TASK DESCRIPTION:
When a line in the entries contains the word "Swim", copy that line in full.

------ MATERIALS PROVIDED

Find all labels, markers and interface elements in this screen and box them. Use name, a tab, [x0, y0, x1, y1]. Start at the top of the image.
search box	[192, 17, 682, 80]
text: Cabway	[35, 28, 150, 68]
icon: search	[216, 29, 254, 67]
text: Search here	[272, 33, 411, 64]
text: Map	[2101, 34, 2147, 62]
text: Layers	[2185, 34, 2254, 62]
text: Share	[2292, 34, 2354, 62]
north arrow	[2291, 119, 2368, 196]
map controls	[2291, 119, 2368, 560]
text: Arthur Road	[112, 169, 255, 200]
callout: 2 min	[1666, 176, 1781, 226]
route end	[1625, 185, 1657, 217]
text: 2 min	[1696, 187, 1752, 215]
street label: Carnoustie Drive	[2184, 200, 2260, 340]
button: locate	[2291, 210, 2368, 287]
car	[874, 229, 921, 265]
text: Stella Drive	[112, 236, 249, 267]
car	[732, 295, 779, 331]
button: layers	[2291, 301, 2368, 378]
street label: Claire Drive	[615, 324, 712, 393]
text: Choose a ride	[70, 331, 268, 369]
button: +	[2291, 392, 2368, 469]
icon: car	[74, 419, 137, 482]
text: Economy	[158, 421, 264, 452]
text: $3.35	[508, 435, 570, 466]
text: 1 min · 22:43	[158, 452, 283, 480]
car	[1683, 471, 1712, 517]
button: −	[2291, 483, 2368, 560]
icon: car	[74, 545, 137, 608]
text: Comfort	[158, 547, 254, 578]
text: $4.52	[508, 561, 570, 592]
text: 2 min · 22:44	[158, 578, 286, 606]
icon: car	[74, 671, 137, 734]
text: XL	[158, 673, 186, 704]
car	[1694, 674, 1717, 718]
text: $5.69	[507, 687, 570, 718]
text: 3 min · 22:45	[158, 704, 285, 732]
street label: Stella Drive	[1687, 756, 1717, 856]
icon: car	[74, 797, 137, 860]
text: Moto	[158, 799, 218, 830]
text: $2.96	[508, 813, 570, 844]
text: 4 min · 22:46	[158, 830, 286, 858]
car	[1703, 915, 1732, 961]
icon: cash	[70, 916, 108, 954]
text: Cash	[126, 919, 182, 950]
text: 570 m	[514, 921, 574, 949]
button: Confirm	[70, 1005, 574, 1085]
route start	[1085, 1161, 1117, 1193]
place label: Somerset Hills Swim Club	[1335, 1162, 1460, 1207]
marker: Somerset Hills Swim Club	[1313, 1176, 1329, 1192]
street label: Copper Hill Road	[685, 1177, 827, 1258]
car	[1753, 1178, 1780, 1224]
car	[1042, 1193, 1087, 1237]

------------

RESPONSE TO THE EXERCISE:
place label: Somerset Hills Swim Club	[1335, 1162, 1460, 1207]
marker: Somerset Hills Swim Club	[1313, 1176, 1329, 1192]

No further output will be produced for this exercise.